Networking can be one of the most powerful ways to build professional relationships, actively foster contacts and disseminate information. There are many proven, interactive techniques that assist firms and employees to achieve business success through the art of networking.
A successful network requires a mutual understanding from the start that it is both about what you can do for your contacts and what they can do for you. Building a network requires a commitment to helping other people. You must show a genuine concern and interest in others that will help build the credibility and trust which is the mainstay of establishing an effective network.
The development of a strong network requires making connections that will sustain more than a simple introduction. A successful relationship takes time and effort to build. Those connections, and the support required to maintain them, are the necessary ingredients to developing a network.
Tips on how to succeed
1. Develop good interpersonal skills, don’t wait to be introduced and prepare a good self-introduction.
2. Build good communication skills, ask solid and relevant questions and remember to listen.
3. Try to identify other people’s interests and then discuss and offer solutions.
4. Don’t ask for, or expect payback.
5. Respect other people’s time.
6. Follow up when promised.
What are the benefits of networking?
· Allows you to cross share initiatives and ideas.
· Develops a group of resources that you can refer to for advice, tips and knowledge.
· Expands your contact group.
· Puts your name “out there”.
· Can result in leaving a good impression of you and your company.
Skills of good networking
Not sure where to begin? Follow these steps and you will be well on your way to expanding your network.
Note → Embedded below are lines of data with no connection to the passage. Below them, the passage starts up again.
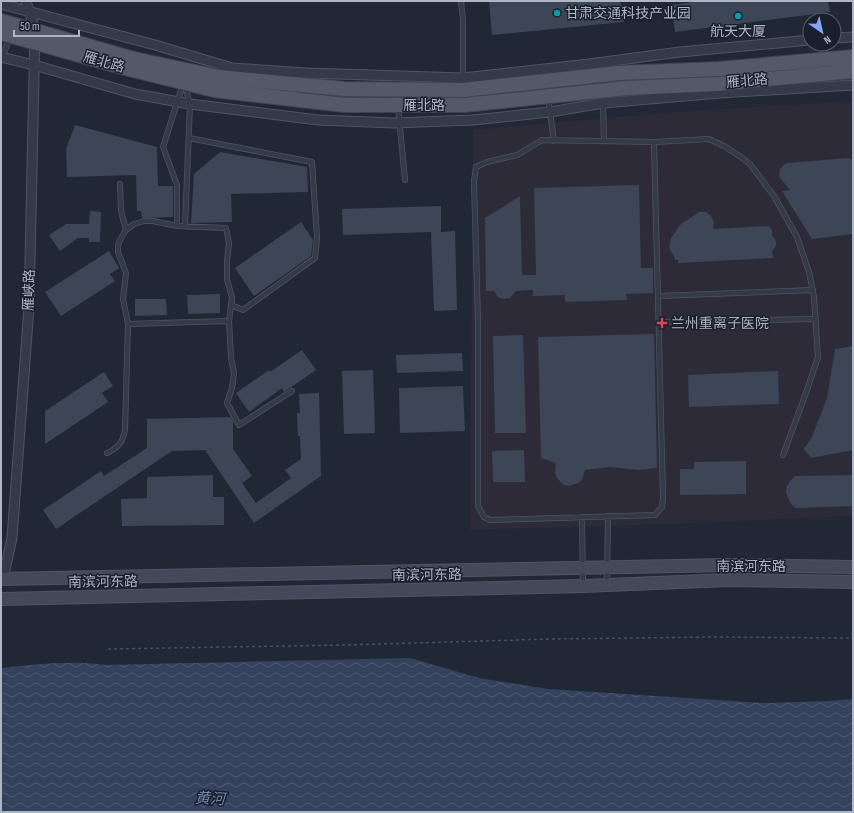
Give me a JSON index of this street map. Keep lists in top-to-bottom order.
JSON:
{
  "streets": {
    "main road": ["雁北路", "南滨河东路"],
    "street": ["雁峡路"]
  },
  "crossings": [
    ["雁北路", "雁峡路"],
    ["雁峡路", "南滨河东路"]
  ],
  "water": ["黄河"],
  "places": {
    "other": ["甘肃交通科技产业园", "航天大厦"],
    "health": ["兰州重离子医院"]
  },
  "scale_bar": "50 m",
  "north": "bottom right"
}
Planning: develop an action plan. Before attending an event or social outing, identify your objectives and how to go about achieving them. Ask yourself what your purpose is for networking and what you want to get out of it. Try to determine who will be there and their levels within the companies; focus on the CFO’s, financial controllers, credit managers and regional managers.
Research: research various networking groups, associations and contacts to find out what will work for you. Ask colleagues in a similar role and use the internet.
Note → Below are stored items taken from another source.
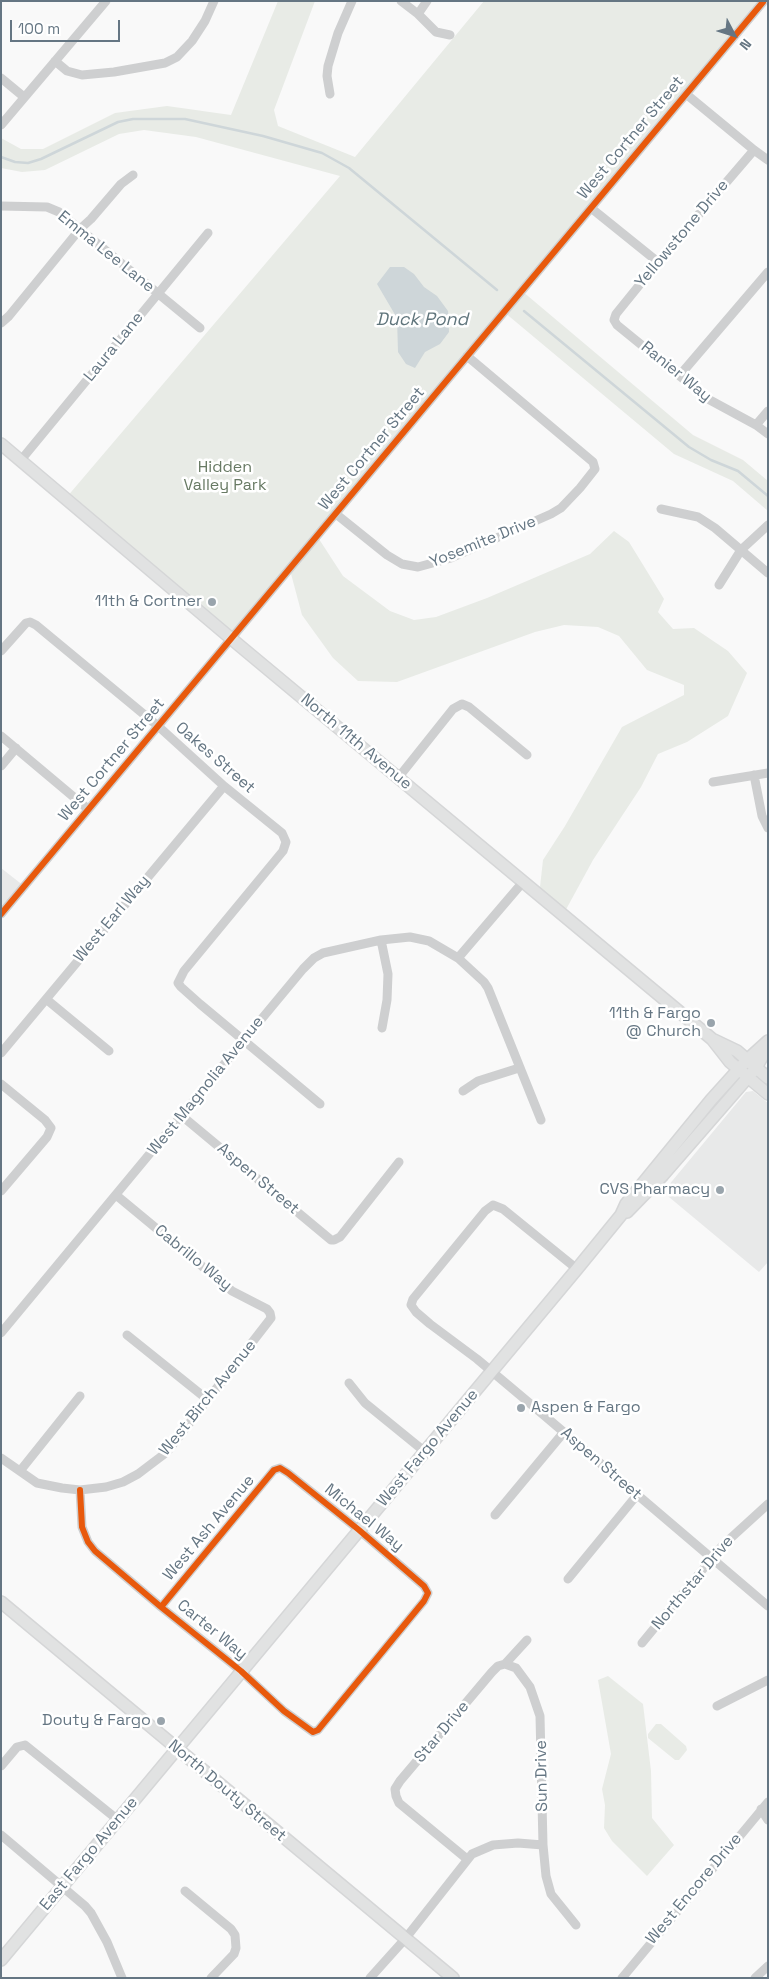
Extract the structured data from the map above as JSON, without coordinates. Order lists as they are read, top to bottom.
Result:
{
  "streets": {
    "main road": [
      "North 11th Avenue",
      "West Fargo Avenue",
      "North Douty Street",
      "East Fargo Avenue"
    ],
    "street": [
      "West Cortner Street",
      "Yellowstone Drive",
      "Emma Lee Lane",
      "Laura Lane",
      "Ranier Way",
      "Yosemite Drive",
      "Oakes Street",
      "West Earl Way",
      "West Magnolia Avenue",
      "Aspen Street",
      "Cabrillo Way",
      "West Birch Avenue",
      "Michael Way",
      "West Ash Avenue",
      "Northstar Drive",
      "Carter Way",
      "Star Drive",
      "Sun Drive",
      "West Encore Drive"
    ]
  },
  "crossings": [
    ["West Cortner Street", "Yosemite Drive"],
    ["West Cortner Street", "North 11th Avenue"],
    ["West Cortner Street", "Oakes Street"],
    ["Yellowstone Drive", "Ranier Way"],
    ["Emma Lee Lane", "Laura Lane"],
    ["Laura Lane", "North 11th Avenue"],
    ["North 11th Avenue", "West Fargo Avenue"],
    ["Oakes Street", "West Earl Way"],
    ["Oakes Street", "West Magnolia Avenue"],
    ["West Magnolia Avenue", "Aspen Street"],
    ["West Magnolia Avenue", "Cabrillo Way"],
    ["Aspen Street", "West Fargo Avenue"],
    ["Aspen Street", "Northstar Drive"],
    ["Cabrillo Way", "West Birch Avenue"],
    ["West Birch Avenue", "Carter Way"],
    ["West Fargo Avenue", "Michael Way"],
    ["West Fargo Avenue", "Carter Way"],
    ["West Fargo Avenue", "North Douty Street"],
    ["West Fargo Avenue", "East Fargo Avenue"],
    ["Michael Way", "West Ash Avenue"],
    ["Michael Way", "Carter Way"],
    ["West Ash Avenue", "Carter Way"],
    ["Star Drive", "Sun Drive"],
    ["North Douty Street", "East Fargo Avenue"]
  ],
  "water": ["Duck Pond"],
  "parks": ["Hidden Valley Park"],
  "places": [
    "11th & Cortner",
    "11th & Fargo @ Church",
    "CVS Pharmacy",
    "Aspen & Fargo",
    "Douty & Fargo"
  ],
  "scale_bar": "100 m",
  "north": "bottom right"
}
Self promotion: promote yourself effectively. Remember that you have something to offer as well.
Communication: communicate effectively. Be articulate, concise, enthusiastic, honest and open. Remember to listen when engaged in conversation because it is critical to remember key points in conversations. Depending on your audience, tailor your comments to specific areas. The CFO of a business will be interested in different areas than the head of operations.
Circulate: don’t just stand in one place. Speak with as many people as you can at a networking function. Establish the basics and arrange another time to have a more detailed discussion.
Treat everyone as equals: there is no real value in title or prestige alone. Value is in the information and support people can give, which often comes from surprising sources. A network is not a bureaucracy or a hierarchy; rather it is a level and fair playing field. The more people you are in contact with at all levels, the more opportunities/information you will be exposed to.
Commit: follow through on your commitments, both to yourself and others. Keep records to remember what you have committed to do.
Organisation: organise yourself. Collect cards from the contacts that you have made in order to remember important details. When you get back to work, act on the cards then write down your notes and try to map out all the information you have picked up. You might not remember them later in the day.
Teamwork: leverage off of one another. Both you and your new contacts can work together to achieve personal and professional goals.
Ryan Webster is a senior consultant, banking and financial services, at Robert Walters Brisbane.